The Cons of PLA: Biodegradation Rate and Recycling
Critics say that PLA is far from a panacea for dealing with the world's plastic waste problem. For one thing, although PLA does biodegrade, it does so very slowly. According to Elizabeth Royte, writing in Smithsonian, PLA may well break down into its constituent parts (carbon dioxide and water) within three months in a “controlled composting environment,” that is, an industrial composting facility heated to 140 F and fed a steady diet of digestive microbes. It will take far longer in a compost bin, or in a landfill packed so tightly that no light and little oxygen are available to assist in the process. Indeed, analysts estimate that a PLA bottle could take anywhere from 100 to 1,000 years to decompose in a landfill.
Another issue with PLA is that it must be kept separate when recycled, lest it contaminates the recycling stream; since PLA is plant-based, it needs to be disposed of in composting facilities, which points to another problem: There are currently a few hundred industrial-grade composting facilities across the United States.
Finally, PLA is typically made of genetically modified corn, at least in the United States. The largest producer of PLA in the world is NatureWorks, a subsidiary of Cargill, which is the world's largest provider of genetically modified corn seed.

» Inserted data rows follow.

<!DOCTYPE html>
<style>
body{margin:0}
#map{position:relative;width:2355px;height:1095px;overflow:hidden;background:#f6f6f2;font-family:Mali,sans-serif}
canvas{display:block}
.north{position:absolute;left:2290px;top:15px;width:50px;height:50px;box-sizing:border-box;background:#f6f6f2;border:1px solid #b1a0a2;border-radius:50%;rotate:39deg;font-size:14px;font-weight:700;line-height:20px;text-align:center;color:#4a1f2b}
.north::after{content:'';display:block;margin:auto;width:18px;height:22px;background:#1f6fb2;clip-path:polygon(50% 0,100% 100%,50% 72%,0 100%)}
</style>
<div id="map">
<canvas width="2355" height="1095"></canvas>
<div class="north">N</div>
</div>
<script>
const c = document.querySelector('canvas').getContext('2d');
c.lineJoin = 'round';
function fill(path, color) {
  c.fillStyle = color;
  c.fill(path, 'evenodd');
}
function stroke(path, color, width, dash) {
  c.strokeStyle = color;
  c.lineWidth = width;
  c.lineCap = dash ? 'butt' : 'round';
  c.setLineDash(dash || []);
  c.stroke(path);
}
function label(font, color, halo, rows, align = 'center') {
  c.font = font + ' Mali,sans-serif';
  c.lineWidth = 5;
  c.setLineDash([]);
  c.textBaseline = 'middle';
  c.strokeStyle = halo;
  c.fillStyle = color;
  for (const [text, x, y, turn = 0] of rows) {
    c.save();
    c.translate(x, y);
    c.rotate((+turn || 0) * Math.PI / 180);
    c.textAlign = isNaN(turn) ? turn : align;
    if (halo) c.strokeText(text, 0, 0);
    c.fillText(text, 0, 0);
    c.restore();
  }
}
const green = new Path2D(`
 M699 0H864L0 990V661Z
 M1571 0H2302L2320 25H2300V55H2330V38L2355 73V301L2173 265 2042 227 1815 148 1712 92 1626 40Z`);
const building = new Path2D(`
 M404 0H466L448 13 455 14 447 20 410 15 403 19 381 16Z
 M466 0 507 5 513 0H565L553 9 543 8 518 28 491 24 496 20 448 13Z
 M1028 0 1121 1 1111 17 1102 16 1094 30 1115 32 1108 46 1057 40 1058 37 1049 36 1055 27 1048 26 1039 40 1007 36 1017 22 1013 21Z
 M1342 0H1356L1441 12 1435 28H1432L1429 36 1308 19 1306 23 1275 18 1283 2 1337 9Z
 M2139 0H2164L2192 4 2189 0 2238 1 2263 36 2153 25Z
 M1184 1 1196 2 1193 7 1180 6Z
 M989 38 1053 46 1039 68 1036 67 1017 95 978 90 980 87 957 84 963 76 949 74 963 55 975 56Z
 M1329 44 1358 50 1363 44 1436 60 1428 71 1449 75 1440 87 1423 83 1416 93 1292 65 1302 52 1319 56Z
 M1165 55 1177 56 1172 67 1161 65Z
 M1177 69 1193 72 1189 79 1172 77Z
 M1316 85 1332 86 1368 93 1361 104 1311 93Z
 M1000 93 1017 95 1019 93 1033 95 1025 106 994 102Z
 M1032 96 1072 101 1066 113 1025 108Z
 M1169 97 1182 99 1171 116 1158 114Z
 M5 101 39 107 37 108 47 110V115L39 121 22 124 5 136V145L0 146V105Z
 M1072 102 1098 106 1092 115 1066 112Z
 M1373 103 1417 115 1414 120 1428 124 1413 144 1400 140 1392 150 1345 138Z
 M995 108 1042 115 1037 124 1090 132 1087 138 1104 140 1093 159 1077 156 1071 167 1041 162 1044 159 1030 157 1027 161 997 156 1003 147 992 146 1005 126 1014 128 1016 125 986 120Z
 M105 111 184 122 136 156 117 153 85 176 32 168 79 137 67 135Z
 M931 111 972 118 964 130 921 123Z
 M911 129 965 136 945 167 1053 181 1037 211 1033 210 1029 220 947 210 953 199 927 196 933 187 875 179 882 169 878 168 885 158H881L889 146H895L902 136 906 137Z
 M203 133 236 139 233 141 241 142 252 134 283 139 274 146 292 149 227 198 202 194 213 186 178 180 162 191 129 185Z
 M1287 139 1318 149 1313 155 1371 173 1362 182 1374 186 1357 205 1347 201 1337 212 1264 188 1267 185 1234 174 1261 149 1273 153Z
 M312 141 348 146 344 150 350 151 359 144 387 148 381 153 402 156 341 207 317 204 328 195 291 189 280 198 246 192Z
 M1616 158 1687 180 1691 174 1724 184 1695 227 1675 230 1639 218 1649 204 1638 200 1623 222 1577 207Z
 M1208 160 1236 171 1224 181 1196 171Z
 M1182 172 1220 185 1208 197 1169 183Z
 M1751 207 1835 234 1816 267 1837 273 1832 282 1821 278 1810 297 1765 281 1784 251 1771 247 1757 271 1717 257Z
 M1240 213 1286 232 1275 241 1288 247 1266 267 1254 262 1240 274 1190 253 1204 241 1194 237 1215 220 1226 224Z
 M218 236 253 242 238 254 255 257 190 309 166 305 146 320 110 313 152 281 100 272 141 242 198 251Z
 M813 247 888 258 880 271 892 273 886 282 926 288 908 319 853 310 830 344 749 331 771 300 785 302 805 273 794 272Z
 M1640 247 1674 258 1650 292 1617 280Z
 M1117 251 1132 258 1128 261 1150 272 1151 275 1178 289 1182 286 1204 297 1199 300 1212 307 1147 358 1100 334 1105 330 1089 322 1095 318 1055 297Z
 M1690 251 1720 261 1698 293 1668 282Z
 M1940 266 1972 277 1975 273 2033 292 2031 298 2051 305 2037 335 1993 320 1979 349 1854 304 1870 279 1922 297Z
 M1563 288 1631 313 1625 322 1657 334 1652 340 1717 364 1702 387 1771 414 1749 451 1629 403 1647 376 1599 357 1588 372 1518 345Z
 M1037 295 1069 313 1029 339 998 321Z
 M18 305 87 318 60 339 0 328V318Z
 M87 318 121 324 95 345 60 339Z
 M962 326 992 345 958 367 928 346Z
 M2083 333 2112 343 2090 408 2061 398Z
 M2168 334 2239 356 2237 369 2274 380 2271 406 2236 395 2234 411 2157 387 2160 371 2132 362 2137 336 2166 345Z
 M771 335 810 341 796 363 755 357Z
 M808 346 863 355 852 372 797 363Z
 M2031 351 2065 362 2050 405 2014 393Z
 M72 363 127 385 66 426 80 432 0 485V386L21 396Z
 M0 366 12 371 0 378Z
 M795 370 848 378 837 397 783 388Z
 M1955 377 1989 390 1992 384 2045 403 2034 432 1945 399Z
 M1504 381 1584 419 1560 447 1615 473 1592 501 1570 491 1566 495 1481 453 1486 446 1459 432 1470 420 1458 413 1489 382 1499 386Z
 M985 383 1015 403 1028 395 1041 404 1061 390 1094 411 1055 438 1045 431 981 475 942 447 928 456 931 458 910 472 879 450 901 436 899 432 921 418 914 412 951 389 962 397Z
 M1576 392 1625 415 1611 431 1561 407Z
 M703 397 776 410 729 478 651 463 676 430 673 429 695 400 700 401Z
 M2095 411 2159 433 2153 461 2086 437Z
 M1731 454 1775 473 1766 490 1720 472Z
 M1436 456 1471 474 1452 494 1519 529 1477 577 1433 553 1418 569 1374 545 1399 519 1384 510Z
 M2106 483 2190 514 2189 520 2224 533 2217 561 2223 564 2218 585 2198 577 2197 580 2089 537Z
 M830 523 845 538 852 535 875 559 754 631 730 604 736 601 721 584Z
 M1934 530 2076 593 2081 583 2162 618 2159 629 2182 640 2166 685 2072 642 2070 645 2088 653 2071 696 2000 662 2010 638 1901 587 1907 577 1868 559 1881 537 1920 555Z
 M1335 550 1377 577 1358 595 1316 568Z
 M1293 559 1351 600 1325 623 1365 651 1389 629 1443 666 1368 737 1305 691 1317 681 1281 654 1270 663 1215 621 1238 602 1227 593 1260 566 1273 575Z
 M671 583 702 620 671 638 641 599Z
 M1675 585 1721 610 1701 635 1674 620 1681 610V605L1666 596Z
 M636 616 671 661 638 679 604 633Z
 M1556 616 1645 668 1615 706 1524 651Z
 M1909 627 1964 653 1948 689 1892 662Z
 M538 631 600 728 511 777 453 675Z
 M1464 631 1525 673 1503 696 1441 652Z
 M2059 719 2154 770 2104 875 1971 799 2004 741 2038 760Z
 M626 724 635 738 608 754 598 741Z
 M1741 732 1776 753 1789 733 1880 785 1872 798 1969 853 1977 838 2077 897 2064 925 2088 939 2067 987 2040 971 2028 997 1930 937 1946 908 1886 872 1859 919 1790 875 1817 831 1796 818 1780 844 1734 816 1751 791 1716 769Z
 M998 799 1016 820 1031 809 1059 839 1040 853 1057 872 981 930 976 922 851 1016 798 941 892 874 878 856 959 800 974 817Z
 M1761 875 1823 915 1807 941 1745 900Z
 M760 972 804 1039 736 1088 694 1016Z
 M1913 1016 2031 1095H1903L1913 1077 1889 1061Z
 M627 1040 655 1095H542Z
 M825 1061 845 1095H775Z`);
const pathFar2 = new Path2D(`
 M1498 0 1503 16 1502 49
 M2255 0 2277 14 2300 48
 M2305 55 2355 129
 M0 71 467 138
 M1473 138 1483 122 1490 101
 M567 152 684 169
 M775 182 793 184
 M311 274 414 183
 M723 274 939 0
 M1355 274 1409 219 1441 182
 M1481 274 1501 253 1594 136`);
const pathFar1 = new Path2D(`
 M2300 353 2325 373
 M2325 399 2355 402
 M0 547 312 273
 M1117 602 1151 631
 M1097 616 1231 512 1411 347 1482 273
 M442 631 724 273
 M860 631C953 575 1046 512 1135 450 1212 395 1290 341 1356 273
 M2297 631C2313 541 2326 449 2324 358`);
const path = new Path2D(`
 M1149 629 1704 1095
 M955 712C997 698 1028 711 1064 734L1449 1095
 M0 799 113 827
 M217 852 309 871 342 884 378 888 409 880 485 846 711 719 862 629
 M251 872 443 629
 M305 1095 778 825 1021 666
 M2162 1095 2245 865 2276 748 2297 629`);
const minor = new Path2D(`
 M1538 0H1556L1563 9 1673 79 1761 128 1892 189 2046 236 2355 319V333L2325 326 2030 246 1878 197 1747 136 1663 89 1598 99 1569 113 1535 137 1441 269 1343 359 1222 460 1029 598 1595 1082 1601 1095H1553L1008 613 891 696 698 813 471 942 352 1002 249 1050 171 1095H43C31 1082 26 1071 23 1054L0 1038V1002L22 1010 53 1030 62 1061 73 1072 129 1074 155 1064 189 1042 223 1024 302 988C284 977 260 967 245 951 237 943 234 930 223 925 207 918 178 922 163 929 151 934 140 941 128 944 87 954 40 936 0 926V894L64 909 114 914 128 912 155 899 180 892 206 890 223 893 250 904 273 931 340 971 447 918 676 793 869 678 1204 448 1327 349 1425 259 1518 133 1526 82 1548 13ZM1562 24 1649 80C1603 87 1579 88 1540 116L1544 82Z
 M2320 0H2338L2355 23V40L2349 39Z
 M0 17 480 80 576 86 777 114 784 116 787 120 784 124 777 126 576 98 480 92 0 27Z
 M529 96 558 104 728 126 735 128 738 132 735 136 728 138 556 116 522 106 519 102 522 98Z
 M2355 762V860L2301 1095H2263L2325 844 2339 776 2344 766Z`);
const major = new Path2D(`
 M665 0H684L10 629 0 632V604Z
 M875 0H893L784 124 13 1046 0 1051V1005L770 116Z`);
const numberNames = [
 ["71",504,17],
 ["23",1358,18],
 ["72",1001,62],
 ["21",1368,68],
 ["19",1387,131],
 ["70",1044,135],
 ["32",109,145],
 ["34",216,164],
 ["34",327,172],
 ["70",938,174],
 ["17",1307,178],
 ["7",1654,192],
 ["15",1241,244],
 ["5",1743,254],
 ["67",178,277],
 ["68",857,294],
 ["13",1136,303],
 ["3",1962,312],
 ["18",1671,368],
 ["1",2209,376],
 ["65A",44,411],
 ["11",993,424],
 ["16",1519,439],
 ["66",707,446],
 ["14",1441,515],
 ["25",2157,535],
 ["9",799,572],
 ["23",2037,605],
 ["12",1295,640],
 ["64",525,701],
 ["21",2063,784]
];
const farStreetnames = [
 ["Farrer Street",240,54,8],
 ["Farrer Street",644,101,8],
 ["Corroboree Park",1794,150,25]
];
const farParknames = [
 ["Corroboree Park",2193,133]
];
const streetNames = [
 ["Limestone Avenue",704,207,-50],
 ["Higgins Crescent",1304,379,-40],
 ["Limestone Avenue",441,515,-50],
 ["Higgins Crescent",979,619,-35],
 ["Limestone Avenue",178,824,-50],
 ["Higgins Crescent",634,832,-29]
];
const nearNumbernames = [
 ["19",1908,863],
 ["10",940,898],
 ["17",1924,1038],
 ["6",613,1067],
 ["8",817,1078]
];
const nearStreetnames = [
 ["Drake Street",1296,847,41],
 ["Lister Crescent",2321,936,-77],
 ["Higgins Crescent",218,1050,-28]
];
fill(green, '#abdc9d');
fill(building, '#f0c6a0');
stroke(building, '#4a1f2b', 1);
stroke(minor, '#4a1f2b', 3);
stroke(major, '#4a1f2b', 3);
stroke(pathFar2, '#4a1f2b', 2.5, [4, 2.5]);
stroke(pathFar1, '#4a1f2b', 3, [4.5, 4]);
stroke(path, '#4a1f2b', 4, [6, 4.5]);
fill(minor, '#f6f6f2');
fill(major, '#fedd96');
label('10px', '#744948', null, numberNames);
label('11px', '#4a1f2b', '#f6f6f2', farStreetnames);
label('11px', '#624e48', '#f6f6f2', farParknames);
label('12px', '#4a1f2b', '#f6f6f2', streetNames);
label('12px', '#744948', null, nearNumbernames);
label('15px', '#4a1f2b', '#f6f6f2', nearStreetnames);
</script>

This is tricky because the future costs of genetic modification (and the associated pesticides) to the environment and human health are still largely unknown.
Pros of PLA Over Plastics: Utility and Biodegradability
Genetically modified foods may be a controversial issue, but when it comes to genetically spicing plants together to breed corn that yields more crops for industrial use has its major advantages. With the increasing demand for corn to make ethanol fuel, let alone PLA, it's no wonder that Cargill and others have been tampering with genes to produce higher yields. At least harmful plastic isn't be used as frequently anymore!
Many industries are using PLA because they are capable of biodegrading at a much faster rate than plastic while still offering the same level of sanitation and utility. Everything from plastic clamshells for food take-out to medical products can now be made from PLA, which drastically reduces the carbon footprint of these industries.
While PLA has promise as an alternative to conventional plastic once the means of disposal are worked out, consumers might be better served by simply switching to reusable containers, from cloth bags, baskets, and backpacks for grocery shopping to safe, reusable (non-plastic) bottles for beverages.